There is a new building automation tool in the neighborhood named Earthly. Its intention is to simplify CI pipelines. Nothing like an image to explain it better:
I would describe it as a docker multistage build with batteries. It actually has a Docker-like syntax.
These are some features right from their repo:
🐳 Build anything via containers - build container images or standalone artifacts (eg binaries, packages, arbitrary files)
🛠 Programming language agnostic - allows use of language-specific build tooling
♻️ Reproducible builds - does not depend on user’s local installation. Runs the same locally, as in CI
⛓ Parallelism that just works - builds in parallel without special considerations the user has to make
🏠 Mono-repo friendly - ability to split the build definitions across a vast directory hierarchy
🏘 Multi-repo friendly - ability to import builds or artifacts from other repositories
Building something with Earthly
Some days ago while taking a look at Quarkus I found Funqy, part of Quarkus’s serverless strategy that aims to provide a portable Java API to write functions deployable to various FaaS environments like AWS Lambda, Azure Functions, Knative, and Knative Events (Cloud Events). So I decided to see how easy would it be to build a simple “Hello World” with Funqy and Earthly.
I’m not going to focus on the Funqy part since I simply followed their guide. I wanted to know how complicated it would be to define a build.earth
file that allowed me to test and build a native quarkus application. This was the result:
FROM quay.io/quarkus/centos-quarkus-maven:20.1.0-java11
WORKDIR /java-example
deps:
COPY pom.xml ./
RUN mvn -B de.qaware.maven:go-offline-maven-plugin:1.2.5:resolve-dependencies
SAVE IMAGE
build:
FROM +deps
COPY src src
RUN mvn -Pnative clean package
SAVE ARTIFACT target/ /target AS LOCAL target
With that file, I am creating a reproducible build that will create a target
folder with my artifacts.
As said before, it is very similar to Dockerfile syntax. Apart from just a few new intuitive commands, if you know Docker you will get comfortable with Earthly really fast.
Describing build.earth
base
This section initializes the build environment, it is like a base for all other steps, it applies to all “targets”.
(1) Base Docker image
(2) Setting working directory
(1) FROM quay.io/quarkus/centos-quarkus-maven:20.1.0-java11
(2) WORKDIR /java-example
deps
This section gathers all my project’s dependencies.
(3) Target’s name
(4) Copy the pom.xml
to allow earthly to create a layer/cache of the dependencies of my application.
(5) Runs maven
and download all my application dependencies.

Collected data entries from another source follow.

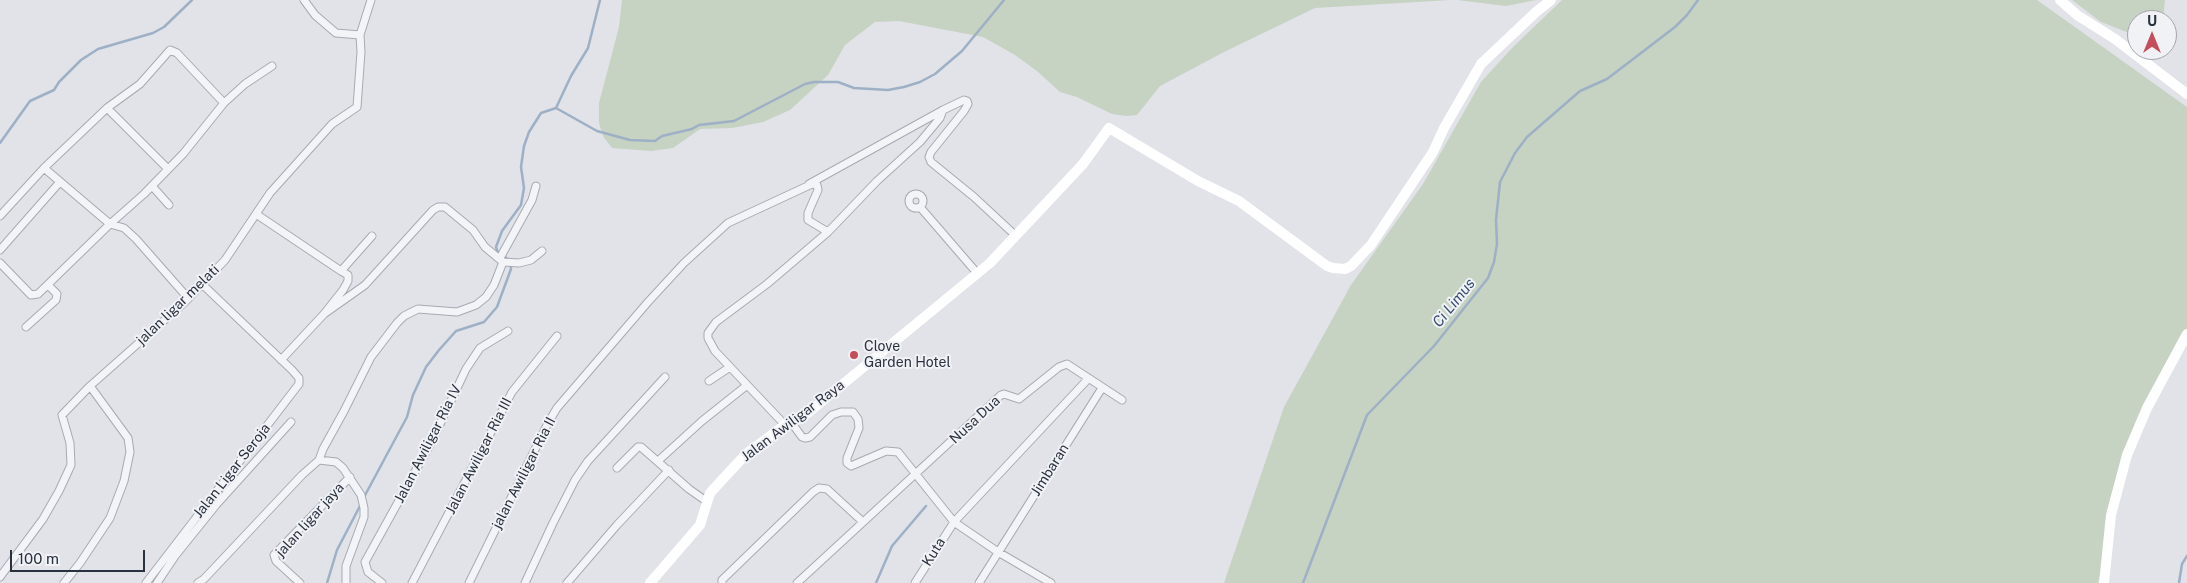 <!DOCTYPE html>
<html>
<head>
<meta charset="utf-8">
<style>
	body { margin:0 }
	#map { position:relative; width:2187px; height:583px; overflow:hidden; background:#e1e3e8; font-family:"Public Sans",sans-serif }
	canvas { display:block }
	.north { position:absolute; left:2127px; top:10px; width:50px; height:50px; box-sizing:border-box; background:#f0f2f6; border:1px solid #a1a5ad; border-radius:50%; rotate:0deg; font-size:14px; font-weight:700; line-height:20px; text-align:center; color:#2a313f }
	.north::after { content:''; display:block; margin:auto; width:18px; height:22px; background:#c54e5b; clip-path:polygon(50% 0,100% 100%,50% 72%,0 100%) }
	.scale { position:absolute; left:10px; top:550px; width:135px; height:22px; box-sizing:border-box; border:2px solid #2a313f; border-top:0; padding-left:6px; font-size:15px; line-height:18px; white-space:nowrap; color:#2a313f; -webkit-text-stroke:4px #f0f2f6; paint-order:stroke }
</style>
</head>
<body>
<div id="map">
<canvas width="2187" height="583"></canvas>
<div class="north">U</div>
<div class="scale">100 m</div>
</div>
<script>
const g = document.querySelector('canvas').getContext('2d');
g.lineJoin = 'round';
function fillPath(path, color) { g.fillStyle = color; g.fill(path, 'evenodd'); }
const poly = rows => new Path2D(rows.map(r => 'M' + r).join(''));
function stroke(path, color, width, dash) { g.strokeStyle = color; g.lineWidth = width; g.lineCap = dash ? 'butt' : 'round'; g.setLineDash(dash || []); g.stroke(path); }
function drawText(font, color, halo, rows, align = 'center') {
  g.font = font + ' "Public Sans",sans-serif'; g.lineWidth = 4; g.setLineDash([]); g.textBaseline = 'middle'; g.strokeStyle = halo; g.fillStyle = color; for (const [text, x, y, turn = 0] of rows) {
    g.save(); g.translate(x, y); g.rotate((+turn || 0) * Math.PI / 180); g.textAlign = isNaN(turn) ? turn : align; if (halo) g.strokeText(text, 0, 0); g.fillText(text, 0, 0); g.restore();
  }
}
fillPath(poly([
	[622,0,1451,0,1315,8,1224,52,1160,86,1137,115,1126,116,1112,114,1077,97,1060,92,1037,71,1015,55,983,37,899,21,875,22,845,45,828,75,790,110,763,122,732,128,700,129,673,148,651,151,612,148,603,136,599,123,599,103,619,27],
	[1457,0,1536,0,1506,6],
	[1562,0,2037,0,2187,107,2187,328,2137,428,2098,583,1224,583,1284,407,1351,285,1423,184,1481,82,1513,47],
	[2072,0,2165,0,2163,19,2137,20,2137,36,2101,22]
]), '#c6d2c2');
stroke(poly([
	[556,108,571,76,588,48,600,0],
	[0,143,30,101,54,90,59,82,81,60,98,49,153,33,164,27,192,0],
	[363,499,407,417,413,395,426,367,439,350,456,331,484,322,497,307,511,269,510,260,498,253,496,247,502,231,521,205,524,188,521,167,524,146,529,132,541,113,556,108,597,131,630,140,655,141,662,136,692,129,699,125,734,121,805,84,814,82,838,82,854,88,888,90,904,87,920,82,935,74,962,51,1004,0],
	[327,583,337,550,361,504],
	[876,583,892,546,926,506],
	[1303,583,1367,415,1434,346,1488,278,1494,262,1497,244,1496,220,1500,182,1515,153,1527,137,1580,91,1607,79,1675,27,1687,15,1698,0],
	[2179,583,2182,564,2187,556]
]), '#9eb0c6', 2.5);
const street = poly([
	[304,0,315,15,336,33,360,35],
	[107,108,168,169],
	[44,168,110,224,124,228,136,239,188,298],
	[809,184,943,110,964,100,967,101,968,104,964,111,931,152,929,157,931,162,974,197,1016,236],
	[152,186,169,205],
	'909 201a7 7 0 1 1 14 0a7 7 0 1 1-14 0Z',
	[920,207,977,273],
	[256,214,341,271,372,236],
	[0,216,44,168,107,108,140,84,170,50,177,53,224,103],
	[828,232,877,181,920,142,940,118,943,110],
	[0,250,59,183],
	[500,258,532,200,536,186],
	[0,263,31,295,38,294,110,224,144,194,183,154,224,103,245,84,272,66],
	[324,314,365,285,433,210,438,207,445,207,473,230,485,247,503,262,519,263,531,260,542,251],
	[26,327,56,300,57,294,48,285],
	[281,360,324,314,343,290,348,281,348,275,341,271],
	[709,381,730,367],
	[791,422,802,437,805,438,810,437,832,415,841,412,853,412,858,419,859,428,847,458,847,463,851,466,886,451,898,452,954,522,998,552,1051,583],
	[319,460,323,449,344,411,371,357,397,323,404,316,418,309,457,312,476,305,486,297,494,285,503,262],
	[658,461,702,421,746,386],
	[617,468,638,447,641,447,689,489,706,501],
	[0,577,43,519,59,491,71,465,70,443,62,415,90,386,185,302,225,260,270,193,332,124,357,107,361,52,360,35,371,0],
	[64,583,80,563,110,518,124,481,130,452,128,438,90,386],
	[146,583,299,384,299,378,292,370,202,284],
	[157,583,175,556,216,505,291,422],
	[198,583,204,579,302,475,319,460,336,462,343,468,361,495,364,508,364,517,346,566,346,583],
	[300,583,276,561,274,555,350,477],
	[382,583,368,572,365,562,432,441,466,369,480,348,508,331],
	[412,583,512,392,557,336],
	[469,583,548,423,557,408,648,302,684,263,728,223,812,184,817,185,818,190,808,213,808,220,828,232,767,284,716,322,708,333,708,338,715,351,785,425],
	[525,583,553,523,575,480,588,461,665,377],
	[567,583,617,525,669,470],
	[722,583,722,580,813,492,819,488,827,489,863,522],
	[797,583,1001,395,1004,394,1019,399,1059,367,1067,364,1122,400],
	[915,583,954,522,1088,379],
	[979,583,1102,388]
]);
stroke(street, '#a6aab2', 9);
stroke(street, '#f3f4f7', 7);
stroke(poly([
	[2060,0,2077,15,2115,39,2187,94],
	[650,583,700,525,710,493,746,454,785,425,809,412,990,263,1083,164,1109,128,1198,181,1239,201,1327,266,1333,268,1345,269,1351,266,1371,245,1433,152,1444,128,1481,64,1536,12,1551,0],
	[2104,583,2111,515,2127,455,2147,408,2187,334]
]), '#fff', 10);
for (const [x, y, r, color] of [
	[854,355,5,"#c54e5b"]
]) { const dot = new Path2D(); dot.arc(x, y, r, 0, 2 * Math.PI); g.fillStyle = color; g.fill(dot); stroke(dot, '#f0f2f6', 2); }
drawText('14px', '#2a313f', '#f0f2f6', [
	["jalan ligar melati",178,305,-44],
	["Nusa Dua",975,420,-43],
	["Jalan Awiligar Raya",793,421,-37],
	["Jalan Awiligar Ria IV",428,444,-63],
	["Jalan Awiligar Ria III",479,456,-63],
	["Jimbaran",1050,470,-58],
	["Jalan Ligar Seroja",232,471,-52],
	["jalan Awiligar Ria II",524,473,-63],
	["jalan ligar jaya",310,520,-48],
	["Kuta",934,552,-58]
]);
drawText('14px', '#2a313f', '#f0f2f6', [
	["Clove",864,347],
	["Garden Hotel",864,363]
], 'left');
drawText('italic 15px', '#374e70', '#f0f2f6', [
	["Ci Limus",1454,303,-51]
]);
</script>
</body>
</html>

(6) Saves this container as an image. This allows the following steps/targets to use all the hard work done by these commands.
(3) deps:
(4) COPY pom.xml ./
(5) RUN mvn -B de.qaware.maven:go-offline-maven-plugin:1.2.5:resolve-dependencies
(6) SAVE IMAGE
build
This section actually builds my artifact.
(7) Target’s name
(8) Defines that this target is built from deps
target. There is a dependency.
(9) Copy all my source code into the container.
(10) Maven command to execute all my tests and build my artifact.
(11) Saves output into my machine on a target
folder.
(7) build:
(8) FROM +deps
(9) COPY src src
(10) RUN mvn -Pnative clean package
(11) SAVE ARTIFACT target/ /target AS LOCAL target
Of course, this is a toy example. You can have earthly files way more complicated (even multi-repo projects). It was also really easy to integrate it into Github Actions. This is the repo for anyone who might want to take a deeper look Earthly Repository.